To investigate the frequency, timing, and characteristics of cardiovascular collapse after snakebite in Australia, and the complications of collapse following envenoming.
Observational study; analysis of prospectively collected demographic and clinical data.
People with confirmed snake envenoming recruited to the Australian Snakebite Project at one of 200 participating Australian hospitals, 1 July 2005 – 30 June 2020.
Time from snakebite to collapse; post-collapse complications (cardiac arrest, seizures, death).
Of 1259 envenomed people, 157 (12%) collapsed within 24 hours of the snakebite; venom-induced consumption coagulopathy (VICC) was determined in all 156 people for whom coagulation testing could be performed. The exact time between bite and collapse was known for 149 people (median, 20 min; interquartile range, 15–30 min; range, 5–115 min); the time exceeded 60 minutes for only two people, each after releasing tight bandages 60 minutes after the bite. The collapse preceded hospital arrival in 132 cases (84%). Brown snake (Pseudonaja spp.) envenoming was the leading cause of collapse (103 cases, 66%).
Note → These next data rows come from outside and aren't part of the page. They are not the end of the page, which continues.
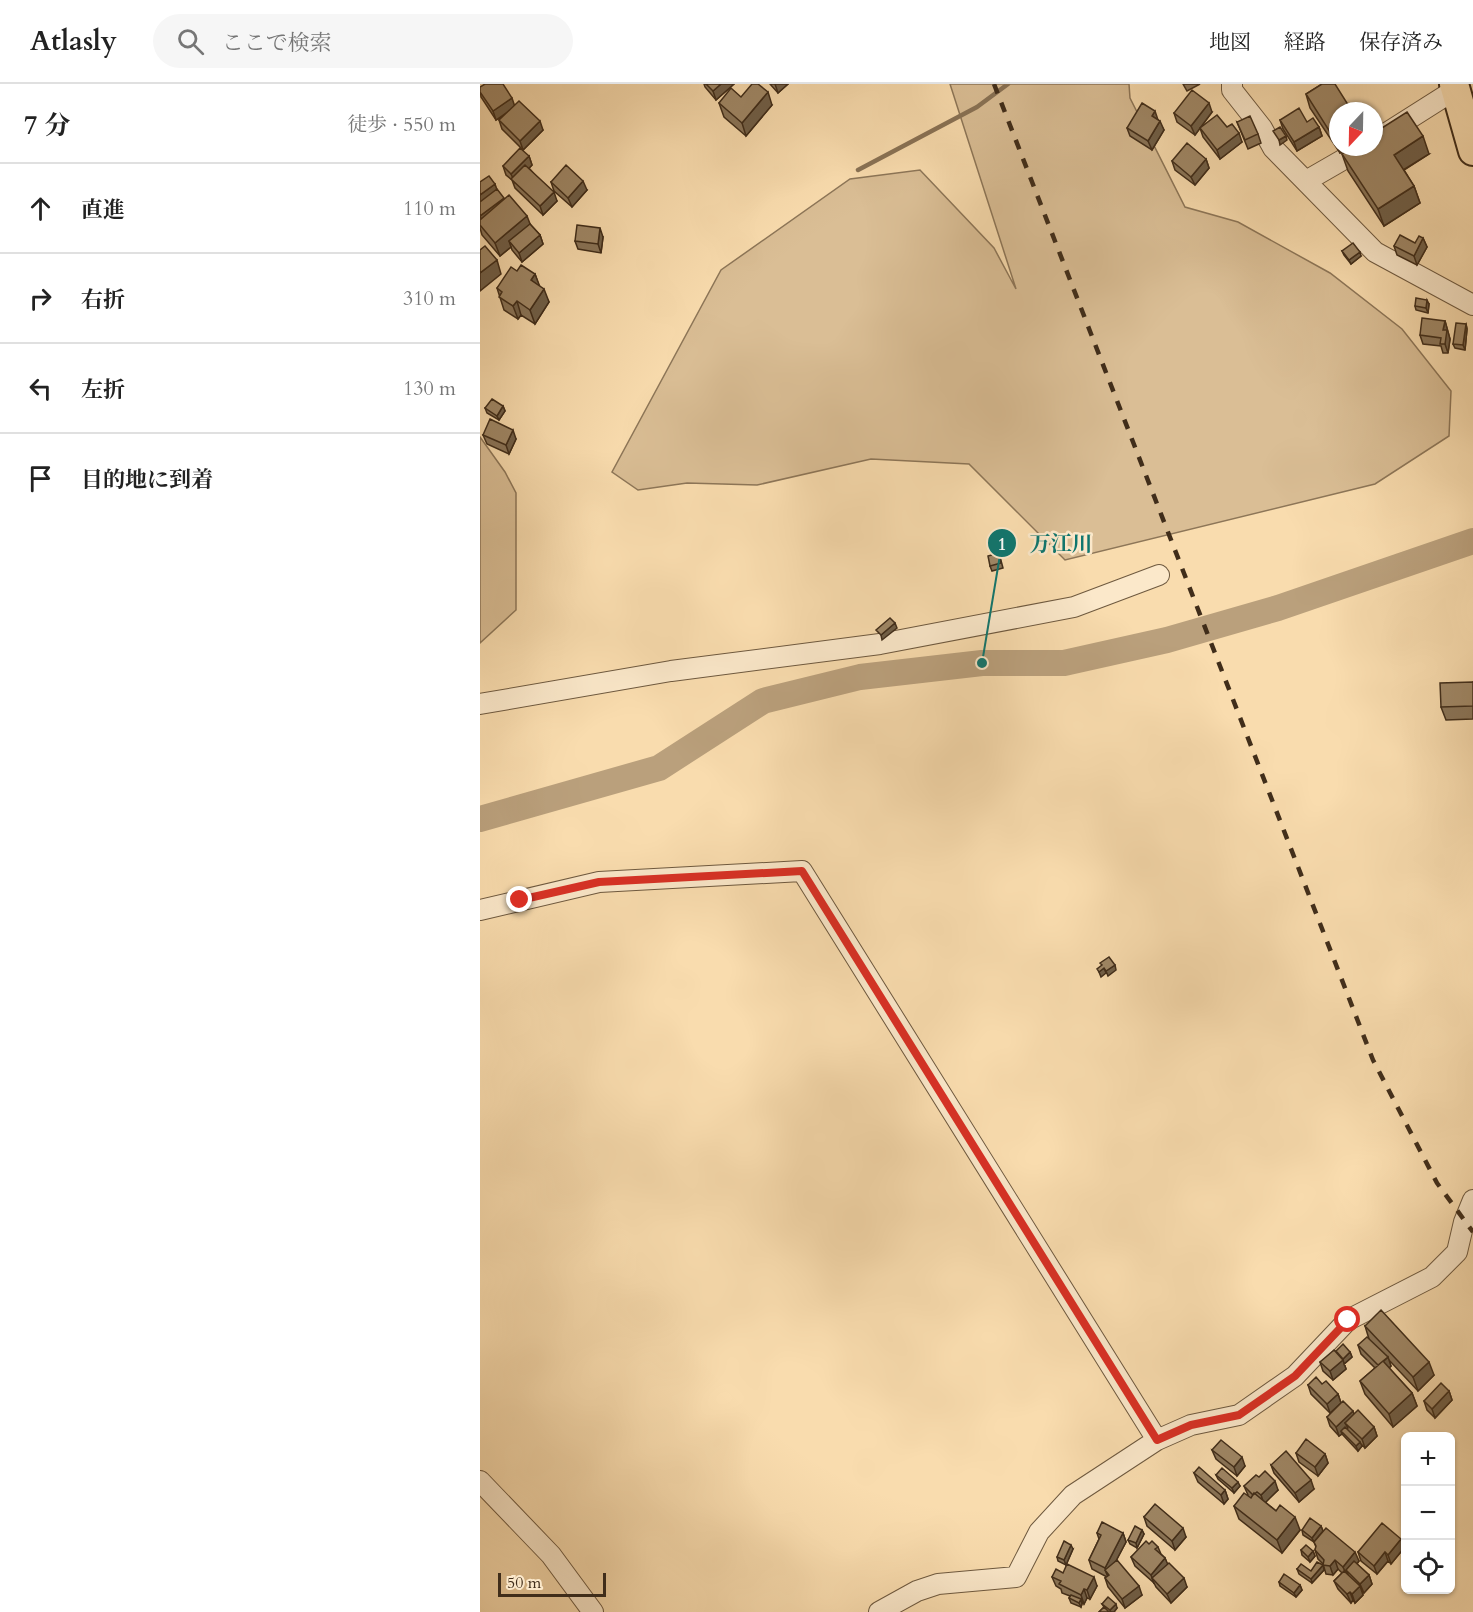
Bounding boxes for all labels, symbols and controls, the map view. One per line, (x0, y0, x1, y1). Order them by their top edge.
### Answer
search box (153, 14, 573, 68)
text: Atlasly (30, 22, 117, 60)
icon: search (174, 25, 207, 58)
text: ここで検索 (222, 28, 332, 58)
text: 地図 (1209, 28, 1251, 57)
text: 経路 (1284, 28, 1326, 57)
text: 保存済み (1359, 28, 1443, 57)
north arrow (1329, 102, 1383, 156)
text: 7 分 (24, 108, 70, 143)
text: 徒歩 · 550 m (347, 111, 456, 138)
icon: ahead (24, 192, 57, 225)
text: 直進 (81, 195, 125, 225)
text: 110 m (403, 195, 456, 222)
icon: right (24, 282, 57, 315)
text: 右折 (81, 285, 125, 315)
text: 310 m (403, 285, 456, 312)
icon: left (24, 372, 57, 405)
text: 左折 (81, 375, 125, 405)
text: 130 m (403, 375, 456, 402)
icon: arrive (24, 462, 57, 495)
text: 目的地に到着 (81, 465, 213, 495)
callout: 万江川 (987, 524, 1104, 563)
text: 万江川 (1030, 530, 1093, 559)
text: 1 (997, 532, 1007, 557)
route end (506, 886, 532, 912)
route start (1334, 1306, 1360, 1332)
map controls (1401, 1432, 1455, 1594)
button: + (1401, 1432, 1455, 1486)
button: − (1401, 1486, 1455, 1540)
button: locate (1401, 1540, 1455, 1594)
scale bar (498, 1570, 606, 1598)
text: 50 m (507, 1572, 541, 1594)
Forty-two collapses (27%) were followed by cardiac arrest, 49 (31%) by seizures (33 without cardiac arrest), and five by apnoea; collapse was associated with hypotension in all 24 people whose blood pressure could be measured at or close to the time of collapse. Twenty-five people who collapsed died (16%), and seven of the envenomed people who did not collapse (0.6%; difference: 15 percentage points; 95% confidence interval, 8–21 percentage points). The deaths of 21 of the 25 people who collapsed were immediately associated with the cardiac arrest that followed the collapse; three people who did not have cardiac arrests died later of intracranial haemorrhage, and one of hyperthermia. The proportion of people who had collapsed before reaching hospital was larger for people who died of post-collapse cardiac arrest (13 of 21, 62%) than for those who survived (6 of 21, 28%).
Collapse after Australian snake envenoming almost always occurred within 60 minutes of the bite, was always accompanied by VICC, and most frequently followed brown snake bites. Poorer outcomes, including cardiac arrest, seizures, and death, were more frequent for people who collapsed than for those who did not. Outcomes for people who collapsed before medical care arrived were poorer than for those who collapsed in hospital or in an ambulance.